▸ **What you have to do**
Below this sentence is a listing; return exactly its lines from the one with "height:26px; margin:-13px; padding:0" to the one with "position:absolute; left:24px; top:24px;", both kept, and nothing more.

▸ **Dataset entries**
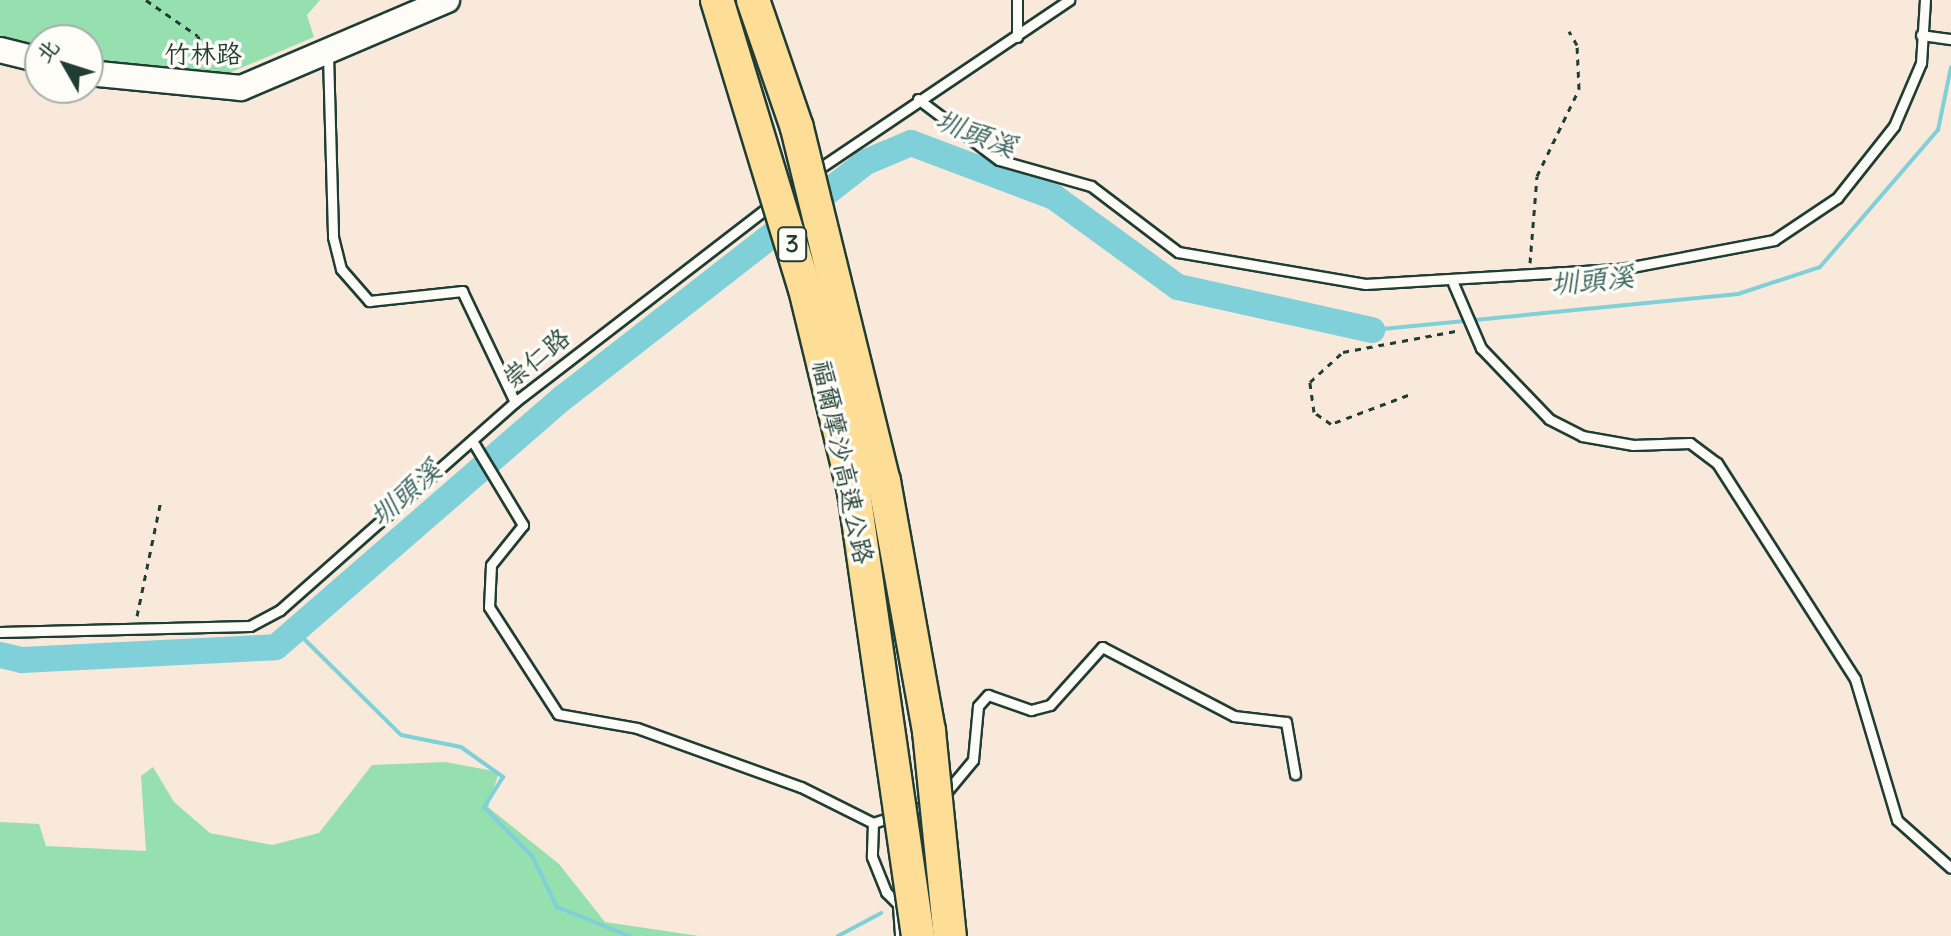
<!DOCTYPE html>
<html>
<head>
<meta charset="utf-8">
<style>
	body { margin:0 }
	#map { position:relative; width:1951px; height:936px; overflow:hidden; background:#f8e9db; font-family:Delius,"LXGW WenKai TC",sans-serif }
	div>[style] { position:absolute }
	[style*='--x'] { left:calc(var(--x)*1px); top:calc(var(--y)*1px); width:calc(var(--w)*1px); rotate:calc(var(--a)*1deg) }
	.green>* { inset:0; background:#96dfae }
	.stream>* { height:4px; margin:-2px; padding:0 2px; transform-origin:2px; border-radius:2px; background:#7fd0d8 }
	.river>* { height:26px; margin:-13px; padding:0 13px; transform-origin:13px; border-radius:13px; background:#7fd0d8 }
	.path>* { height:3px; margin-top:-1.5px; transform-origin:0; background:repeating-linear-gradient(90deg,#1f3d34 0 6px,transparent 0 12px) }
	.roads { filter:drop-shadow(2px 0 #1f3d34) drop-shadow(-2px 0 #1f3d34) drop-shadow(0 2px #1f3d34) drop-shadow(0 -2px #1f3d34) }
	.lane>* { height:9px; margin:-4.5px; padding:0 4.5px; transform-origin:4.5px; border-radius:4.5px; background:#fdfcf7 }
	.secondary>* { height:24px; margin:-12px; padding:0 12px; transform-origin:12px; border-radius:12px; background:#fdfcf7 }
	.bridges { filter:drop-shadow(2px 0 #1f3d34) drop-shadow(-2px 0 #1f3d34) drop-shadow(0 2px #1f3d34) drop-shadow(0 -2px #1f3d34) }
	.highway-bridge>* { height:32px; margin:-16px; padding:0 16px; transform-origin:16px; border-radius:16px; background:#fedd96 }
	span { translate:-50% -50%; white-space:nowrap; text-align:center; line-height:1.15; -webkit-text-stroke:7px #fdfcf7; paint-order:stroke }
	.shield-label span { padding:2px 6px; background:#fdfcf7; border:2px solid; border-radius:6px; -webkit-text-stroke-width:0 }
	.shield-label { font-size:24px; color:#1f3d34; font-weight:700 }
	.street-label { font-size:26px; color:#1f3d34 }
	.water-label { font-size:28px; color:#37625d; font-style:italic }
	.north { position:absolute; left:24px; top:24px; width:80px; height:80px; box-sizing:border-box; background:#fdfcf7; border:2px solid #a4b0a9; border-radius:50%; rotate:309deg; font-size:22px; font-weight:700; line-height:32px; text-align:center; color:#1f3d34 }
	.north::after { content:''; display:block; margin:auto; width:28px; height:36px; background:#1f3d34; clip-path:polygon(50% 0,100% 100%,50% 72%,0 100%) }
</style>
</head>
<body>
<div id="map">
	<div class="green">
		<div style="clip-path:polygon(0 0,320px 0,307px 15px,314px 37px,222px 76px,88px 59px,88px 40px,40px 40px,40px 48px,0 39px)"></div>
		<div style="clip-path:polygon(445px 762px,499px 772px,488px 807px,559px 864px,605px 922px,699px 936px,0 936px,0 822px,39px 824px,46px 846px,146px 851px,141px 776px,153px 767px,174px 802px,210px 833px,272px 845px,319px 833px,372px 765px)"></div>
	</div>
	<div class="stream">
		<div style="--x:1372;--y:330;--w:368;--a:-5.6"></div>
		<div style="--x:1738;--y:294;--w:86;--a:-18.2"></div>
		<div style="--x:1820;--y:267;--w:181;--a:-49.3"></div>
		<div style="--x:1938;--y:130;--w:64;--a:-78.3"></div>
		<div style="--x:295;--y:630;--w:149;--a:44.7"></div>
		<div style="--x:401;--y:735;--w:61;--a:11.3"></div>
		<div style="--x:461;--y:747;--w:52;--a:35.5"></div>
		<div style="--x:503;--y:777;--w:36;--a:122"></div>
		<div style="--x:484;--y:807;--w:69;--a:45.6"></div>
		<div style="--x:532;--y:856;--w:57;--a:63.9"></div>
		<div style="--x:557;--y:907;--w:78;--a:21.9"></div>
		<div style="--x:838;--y:936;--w:49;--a:-28.1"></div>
	</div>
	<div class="river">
		<div style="--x:0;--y:655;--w:23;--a:13"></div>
		<div style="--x:22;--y:660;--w:254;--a:-2.9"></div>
		<div style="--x:276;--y:647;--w:381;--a:-41"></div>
		<div style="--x:564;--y:397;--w:383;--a:-37.9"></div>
		<div style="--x:866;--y:162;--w:49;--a:-22.9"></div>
		<div style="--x:911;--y:143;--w:153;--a:20.7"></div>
		<div style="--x:1054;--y:197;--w:153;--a:36"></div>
		<div style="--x:1178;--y:287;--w:199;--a:12.5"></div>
	</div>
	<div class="path">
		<div style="--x:146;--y:0;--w:63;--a:34.7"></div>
		<div style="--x:198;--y:36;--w:32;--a:74"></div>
		<div style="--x:1530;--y:263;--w:87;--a:-85.4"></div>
		<div style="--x:1537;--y:176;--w:97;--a:-64.2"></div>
		<div style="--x:1579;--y:89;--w:44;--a:-92.6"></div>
		<div style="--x:1577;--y:45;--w:16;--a:-120"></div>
		<div style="--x:1408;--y:395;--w:82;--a:159.4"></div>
		<div style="--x:1331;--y:424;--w:21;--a:-145"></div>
		<div style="--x:1314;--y:412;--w:30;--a:-98"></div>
		<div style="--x:1310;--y:382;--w:45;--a:-42.3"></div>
		<div style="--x:1343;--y:352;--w:120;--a:-10.6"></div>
		<div style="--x:137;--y:616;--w:118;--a:-78.3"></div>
	</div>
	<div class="roads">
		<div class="lane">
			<div style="--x:1921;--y:35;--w:30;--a:8"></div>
			<div style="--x:1017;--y:37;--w:37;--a:-90"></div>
			<div style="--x:328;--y:55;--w:182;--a:88.4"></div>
			<div style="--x:333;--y:237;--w:33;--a:76"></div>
			<div style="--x:341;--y:269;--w:43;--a:48.8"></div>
			<div style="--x:369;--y:301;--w:94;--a:-6.1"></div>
			<div style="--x:462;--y:291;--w:123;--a:64.5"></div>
			<div style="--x:918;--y:99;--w:101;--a:37"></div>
			<div style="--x:999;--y:160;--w:96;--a:15.8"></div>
			<div style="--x:1091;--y:186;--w:109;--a:37.2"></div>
			<div style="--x:1178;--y:252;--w:190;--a:9.7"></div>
			<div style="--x:1365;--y:284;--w:256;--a:-3.4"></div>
			<div style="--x:1621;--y:269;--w:156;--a:-10.7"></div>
			<div style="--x:1774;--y:240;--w:76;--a:-33.7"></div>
			<div style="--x:1837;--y:198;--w:92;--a:-51.6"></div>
			<div style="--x:1894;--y:126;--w:69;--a:-66.8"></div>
			<div style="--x:1921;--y:63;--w:63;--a:-86.4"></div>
			<div style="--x:814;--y:172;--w:308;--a:-34"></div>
			<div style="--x:1453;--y:283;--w:71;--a:66.7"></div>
			<div style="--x:1481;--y:348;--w:98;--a:46.2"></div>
			<div style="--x:1549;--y:419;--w:37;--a:27"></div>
			<div style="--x:1582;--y:436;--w:52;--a:10"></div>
			<div style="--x:1633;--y:445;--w:57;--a:-2"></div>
			<div style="--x:1690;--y:443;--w:34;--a:37"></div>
			<div style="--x:1717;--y:463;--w:256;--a:57.4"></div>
			<div style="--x:1855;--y:679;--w:147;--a:73.4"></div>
			<div style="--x:1897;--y:820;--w:72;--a:41.6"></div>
			<div style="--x:473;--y:442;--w:97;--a:58.9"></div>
			<div style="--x:523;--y:525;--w:51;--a:128.7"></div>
			<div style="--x:491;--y:565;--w:42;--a:92.7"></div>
			<div style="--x:489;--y:607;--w:127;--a:57.2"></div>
			<div style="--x:558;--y:714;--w:80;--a:10"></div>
			<div style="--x:637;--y:728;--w:174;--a:19.8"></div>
			<div style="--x:801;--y:787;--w:80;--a:26.6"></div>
			<div style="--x:873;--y:823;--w:61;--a:-18.1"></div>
			<div style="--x:0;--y:632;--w:250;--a:-1.4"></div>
			<div style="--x:250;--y:626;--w:34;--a:-28"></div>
			<div style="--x:280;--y:610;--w:314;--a:-41.5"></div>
			<div style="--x:515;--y:402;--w:362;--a:-37.6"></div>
			<div style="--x:943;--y:796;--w:47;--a:-50.2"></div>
			<div style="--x:973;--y:760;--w:54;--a:-84.7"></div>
			<div style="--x:978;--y:706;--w:15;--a:-48"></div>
			<div style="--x:988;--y:695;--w:46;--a:19.2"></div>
			<div style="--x:1031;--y:710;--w:20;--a:-15"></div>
			<div style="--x:1050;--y:705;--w:78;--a:-48.1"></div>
			<div style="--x:1102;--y:647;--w:149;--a:27.6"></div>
			<div style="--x:1234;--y:716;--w:52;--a:6.6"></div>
			<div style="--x:1286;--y:722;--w:53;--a:80.2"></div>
			<div style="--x:873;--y:823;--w:34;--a:92"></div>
			<div style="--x:872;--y:857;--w:38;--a:68"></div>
			<div style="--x:886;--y:892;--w:28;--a:45"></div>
			<div style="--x:898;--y:906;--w:30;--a:86"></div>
		</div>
		<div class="secondary">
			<div style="--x:0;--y:50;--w:41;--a:14"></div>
			<div style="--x:88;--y:73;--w:154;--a:5.6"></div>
			<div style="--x:241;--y:88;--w:224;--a:-23.1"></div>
		</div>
	</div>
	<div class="bridges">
		<div class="highway-bridge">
			<div style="--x:717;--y:0;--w:302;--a:73.1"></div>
			<div style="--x:805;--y:289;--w:209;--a:76.4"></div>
			<div style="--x:854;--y:492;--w:449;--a:81.8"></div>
			<div style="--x:753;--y:0;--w:135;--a:71"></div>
			<div style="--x:797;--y:128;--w:364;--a:76.2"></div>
			<div style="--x:884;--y:481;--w:254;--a:79.8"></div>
			<div style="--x:929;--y:731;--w:206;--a:84.2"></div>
		</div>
	</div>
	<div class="shield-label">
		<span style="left:792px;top:244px">3</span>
	</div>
	<div class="street-label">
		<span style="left:203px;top:54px">竹林路</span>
		<span style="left:536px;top:358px;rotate:-39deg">崇仁路</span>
		<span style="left:843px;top:462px;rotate:78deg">福爾摩沙高速公路</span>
	</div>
	<div class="water-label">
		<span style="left:976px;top:133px;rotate:21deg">圳頭溪</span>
		<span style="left:1592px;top:280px;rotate:-6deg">圳頭溪</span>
		<span style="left:405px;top:493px;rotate:-41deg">圳頭溪</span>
	</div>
	<div class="north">北</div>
</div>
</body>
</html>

▸ **Your response**
	.river>* { height:26px; margin:-13px; padding:0 13px; transform-origin:13px; border-radius:13px; background:#7fd0d8 }
	.path>* { height:3px; margin-top:-1.5px; transform-origin:0; background:repeating-linear-gradient(90deg,#1f3d34 0 6px,transparent 0 12px) }
	.roads { filter:drop-shadow(2px 0 #1f3d34) drop-shadow(-2px 0 #1f3d34) drop-shadow(0 2px #1f3d34) drop-shadow(0 -2px #1f3d34) }
	.lane>* { height:9px; margin:-4.5px; padding:0 4.5px; transform-origin:4.5px; border-radius:4.5px; background:#fdfcf7 }
	.secondary>* { height:24px; margin:-12px; padding:0 12px; transform-origin:12px; border-radius:12px; background:#fdfcf7 }
	.bridges { filter:drop-shadow(2px 0 #1f3d34) drop-shadow(-2px 0 #1f3d34) drop-shadow(0 2px #1f3d34) drop-shadow(0 -2px #1f3d34) }
	.highway-bridge>* { height:32px; margin:-16px; padding:0 16px; transform-origin:16px; border-radius:16px; background:#fedd96 }
	span { translate:-50% -50%; white-space:nowrap; text-align:center; line-height:1.15; -webkit-text-stroke:7px #fdfcf7; paint-order:stroke }
	.shield-label span { padding:2px 6px; background:#fdfcf7; border:2px solid; border-radius:6px; -webkit-text-stroke-width:0 }
	.shield-label { font-size:24px; color:#1f3d34; font-weight:700 }
	.street-label { font-size:26px; color:#1f3d34 }
	.water-label { font-size:28px; color:#37625d; font-style:italic }
	.north { position:absolute; left:24px; top:24px; width:80px; height:80px; box-sizing:border-box; background:#fdfcf7; border:2px solid #a4b0a9; border-radius:50%; rotate:309deg; font-size:22px; font-weight:700; line-height:32px; text-align:center; color:#1f3d34 }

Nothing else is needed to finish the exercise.